Metadata-Version: 2.4
Name: sensor-routing
Version: 0.2.4
Summary: Optimal routing for CRNS mobile sensor data collection
Home-page: https://codebase.helmholtz.cloud/ufz/tb5-smm/met/wg7/sensor-routing
Author: Can Topaclioglu
Author-email: Can Topaclioglu <can.topaclioglu@ufz.de>
Maintainer-email: Can Topaclioglu <can.topaclioglu@ufz.de>
License: EUPL-1.2
Project-URL: Homepage, https://codebase.helmholtz.cloud/ufz/tb5-smm/met/wg7/sensor-routing
Project-URL: Repository, https://codebase.helmholtz.cloud/ufz/tb5-smm/met/wg7/sensor-routing
Project-URL: Issues, https://codebase.helmholtz.cloud/ufz/tb5-smm/met/wg7/sensor-routing/-/issues
Keywords: sensor-routing,CRNS,cosmic-ray-neutron-sensing,geospatial,routing-optimization,network-analysis,path-finding
Classifier: Development Status :: 4 - Beta
Classifier: Intended Audience :: Science/Research
Classifier: License :: OSI Approved :: European Union Public Licence 1.2 (EUPL 1.2)
Classifier: Operating System :: OS Independent
Classifier: Programming Language :: Python :: 3
Classifier: Programming Language :: Python :: 3.12
Classifier: Programming Language :: Python :: 3.13
Classifier: Topic :: Scientific/Engineering
Classifier: Topic :: Scientific/Engineering :: GIS
Requires-Python: >=3.12
Description-Content-Type: text/markdown
License-File: LICENSE
Requires-Dist: numpy>=2.2.0
Requires-Dist: pandas>=2.2.3
Requires-Dist: geopandas>=1.0.1
Requires-Dist: osmnx>=2.0.0
Requires-Dist: shapely>=2.0.6
Requires-Dist: pyproj>=3.7.0
Requires-Dist: pyogrio>=0.10.0
Requires-Dist: networkx>=3.4.2
Requires-Dist: scipy>=1.11.0
Requires-Dist: scikit-learn>=1.3.0
Requires-Dist: pydantic>=2.0.0
Requires-Dist: annotated-types>=0.6.0
Requires-Dist: tqdm>=4.66.0
Requires-Dist: requests>=2.32.3
Requires-Dist: h5py>=3.8.0
Provides-Extra: dev
Requires-Dist: pytest>=7.4.0; extra == "dev"
Requires-Dist: pytest-cov>=4.1.0; extra == "dev"
Requires-Dist: black>=23.0.0; extra == "dev"
Requires-Dist: flake8>=6.0.0; extra == "dev"
Requires-Dist: mypy>=1.5.0; extra == "dev"
Dynamic: author
Dynamic: home-page
Dynamic: license-file
Dynamic: requires-python

# Sensor Routing

[![Python Version](https://img.shields.io/badge/python-3.12+-blue.svg)](https://www.python.org/downloads/)
[![License](https://img.shields.io/badge/license-EUPL--1.2-green.svg)](https://joinup.ec.europa.eu/collection/eupl/eupl-text-eupl-12)

Optimal routing solution for mobile Cosmic Ray Neutron Sensing (CRNS) data collection.
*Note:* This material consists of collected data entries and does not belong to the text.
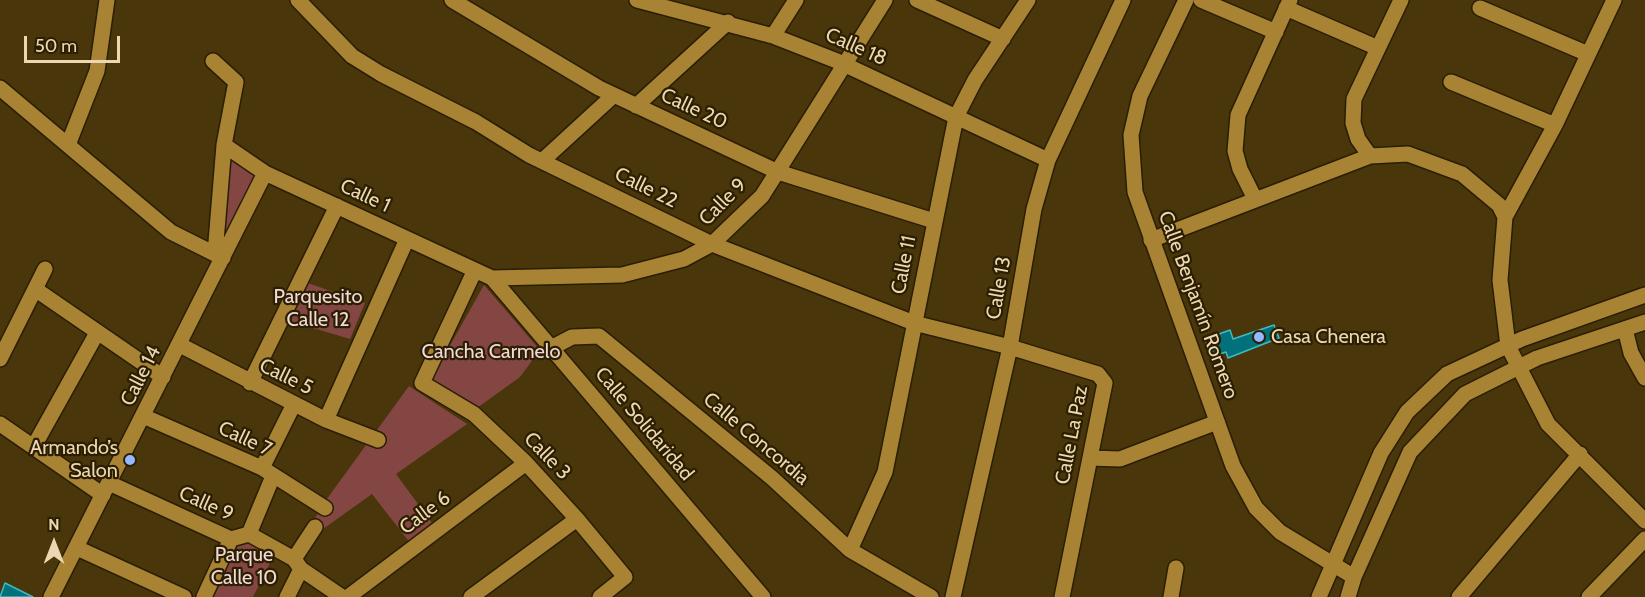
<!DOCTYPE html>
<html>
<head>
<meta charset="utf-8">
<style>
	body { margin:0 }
	#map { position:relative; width:1645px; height:597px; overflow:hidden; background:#49360a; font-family:Cabin,sans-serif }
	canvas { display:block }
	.north { position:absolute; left:24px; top:513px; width:60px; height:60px; -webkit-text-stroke:4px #2c1e00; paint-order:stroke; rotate:0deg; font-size:16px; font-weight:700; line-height:24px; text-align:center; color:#ebd8b2 }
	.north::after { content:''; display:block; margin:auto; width:21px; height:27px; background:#ebd8b2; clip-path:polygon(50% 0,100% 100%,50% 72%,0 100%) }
	.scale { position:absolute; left:24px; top:36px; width:96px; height:27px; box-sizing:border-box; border:3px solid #ebd8b2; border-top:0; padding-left:8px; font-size:18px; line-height:21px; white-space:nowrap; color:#ebd8b2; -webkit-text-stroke:4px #2c1e00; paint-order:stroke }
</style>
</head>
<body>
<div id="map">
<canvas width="1645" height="597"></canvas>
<div class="north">N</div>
<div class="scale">50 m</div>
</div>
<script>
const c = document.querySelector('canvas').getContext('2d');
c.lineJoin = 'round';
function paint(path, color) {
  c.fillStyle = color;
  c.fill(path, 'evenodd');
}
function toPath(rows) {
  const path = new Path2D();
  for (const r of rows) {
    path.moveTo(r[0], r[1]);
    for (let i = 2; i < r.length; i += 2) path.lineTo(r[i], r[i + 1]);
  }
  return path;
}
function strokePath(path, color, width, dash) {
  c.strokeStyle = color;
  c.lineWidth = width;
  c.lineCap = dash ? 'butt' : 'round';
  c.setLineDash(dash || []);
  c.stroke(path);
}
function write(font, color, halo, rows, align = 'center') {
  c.font = font + ' Cabin,sans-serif';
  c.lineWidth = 4.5;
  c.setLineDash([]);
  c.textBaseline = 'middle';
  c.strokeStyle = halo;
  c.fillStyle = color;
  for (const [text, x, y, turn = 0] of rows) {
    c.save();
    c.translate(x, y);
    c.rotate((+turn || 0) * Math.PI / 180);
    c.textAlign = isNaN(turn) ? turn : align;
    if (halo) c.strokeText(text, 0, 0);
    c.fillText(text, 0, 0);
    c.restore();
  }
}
const green = toPath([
	[227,154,258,176,221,241],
	[305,282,365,303,350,339,286,320],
	[484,285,540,350,520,377,477,408,430,381],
	[409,386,467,424,396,474,437,530,414,548,372,494,302,544,321,507],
	[235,534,275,553,253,597,205,597]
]);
const building = toPath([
	[1274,325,1279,338,1228,358,1226,352,1211,357,1205,339,1230,330,1233,339,1274,325],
	[5,583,33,597,0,597,5,583]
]);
const minor = toPath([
	[298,0,352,56,381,74,476,122,529,155,712,244,914,323,1010,347,1098,374,1105,383,1062,597],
	[452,0,599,88,778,172,934,221],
	[637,0,773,36,837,61,1048,160],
	[917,0,1003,39],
	[1201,0,1276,32],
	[1614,0,1555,125,1505,217,1500,280,1508,346,1548,424,1645,521],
	[1286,8,1378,48],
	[1480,8,1588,54],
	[773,36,796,0],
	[213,61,236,82,224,145,215,254],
	[1451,82,1555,125],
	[0,88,171,232,223,258],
	[636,106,728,22],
	[68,145,97,71,107,0],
	[224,145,265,173,492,278,763,597],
	[1370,156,1358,139,1353,123,1354,99,1401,0],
	[542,161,614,95],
	[1255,199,1240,169,1235,151,1238,115,1290,0],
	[1151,240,1370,156,1408,154,1462,174,1499,205,1505,217],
	[475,270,422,383,474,414,526,463,577,519,625,577,600,597],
	[492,278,622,275,684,259,712,244,762,196,885,0],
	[35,289,163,377],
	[1625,329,1631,353,1645,378],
	[180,345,326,420,378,440],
	[551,348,572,337,599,336,772,478,850,550,931,597],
	[0,359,45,269],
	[250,383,337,206],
	[143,416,262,468,325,508],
	[326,420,407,239],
	[0,424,103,495],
	[34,446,97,333],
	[1090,458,1120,459,1217,422],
	[262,468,294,404],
	[109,483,231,539,249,534,294,559,301,569,342,597],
	[249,534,273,476],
	[77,548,184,597],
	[850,550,885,472,956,117,975,80,1028,0],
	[294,559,315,527],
	[51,597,265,173],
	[204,597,231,539],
	[287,597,301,569],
	[348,597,526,463],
	[471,597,577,519],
	[953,597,1010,347,1034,209,1048,160,1123,0],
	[1171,597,1176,568],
	[1459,597,1580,454],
	[1589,597,1645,539]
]);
const tertiary = toPath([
	[1186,0,1140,96,1131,135,1135,192,1233,466,1256,508,1280,532,1354,577],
	[1319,597,1381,453,1407,412,1447,374,1522,339,1645,295],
	[1348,597,1354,577,1410,452,1465,394,1537,358,1645,322]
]);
const markers = [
	[1259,337,6,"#94b7fd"],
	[130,460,6,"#94b7fd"]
];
const streetNames = [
	["Calle 18",856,47,24],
	["Calle 20",694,109,25],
	["Calle 22",646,188,26],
	["Calle 1",365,196,25],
	["Calle 9",723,202,-45],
	["Calle 11",904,265,-79],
	["Calle 13",999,288,-80],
	["Calle Benjamín Romero",1198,305,70],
	["Calle 14",141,376,-63],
	["Calle 5",286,377,26],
	["Calle Solidaridad",644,424,50],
	["Calle La Paz",1072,435,-79],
	["Calle 7",245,439,25],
	["Calle Concordia",756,439,40],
	["Calle 3",547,456,46],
	["Calle 9",206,504,24],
	["Calle 6",425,513,-37]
];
const parkNames = [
	["Parquesito",318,297],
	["Calle 12",318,320],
	["Cancha Carmelo",491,352],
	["Parque",244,555],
	["Calle 10",244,578]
];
const poiNames = [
	["Casa Chenera",1271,337],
	["Armando’s",118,448,"right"],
	["Salon",118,471,"right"]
];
paint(green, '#844643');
paint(building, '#01727b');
strokePath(building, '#40bac5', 1.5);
strokePath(minor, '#2a1e06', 18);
strokePath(tertiary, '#2a1e06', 18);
strokePath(minor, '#a88333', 15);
strokePath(tertiary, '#a88333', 15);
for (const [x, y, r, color] of markers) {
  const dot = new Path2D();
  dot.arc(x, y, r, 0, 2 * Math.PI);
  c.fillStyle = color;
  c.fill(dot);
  strokePath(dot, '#2c1e00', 2);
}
write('20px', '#ebd8b2', '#2c1e00', streetNames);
write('20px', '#f1d9d7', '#2c1e00', parkNames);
write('20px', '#ebd8b2', '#2c1e00', poiNames, 'left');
</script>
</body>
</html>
This package provides sophisticated algorithms for calculating efficient routes that maximize information value while minimizing travel distance and time.

## Features

- 🗺️ **Geospatial Route Optimization**: Calculate optimal routes using real-world road networks from OpenStreetMap
- 📊 **Information Value Maximization**: Balance between spatial coverage and information gain
- 🔄 **Multiple Routing Strategies**: Support for both standard and economical routing approaches
- 🎯 **Point Mapping**: Map sensor locations to road networks with advanced filtering
- 📈 **Benefit Calculation**: Evaluate information value of different route segments
- 🛣️ **Path Finding**: Dijkstra-based algorithms with custom cost functions
- 🔍 **Hull Point Extraction**: Optimize sensor placement using convex hull analysis
- ✅ **Input Validation** (v0.2.3+): Automatic validation of CSV files with delimiter/header detection
- 🔧 **Flexible Format Support**: Handle comma, tab, and whitespace-separated files seamlessly

## Installation

### From PyPI (recommended)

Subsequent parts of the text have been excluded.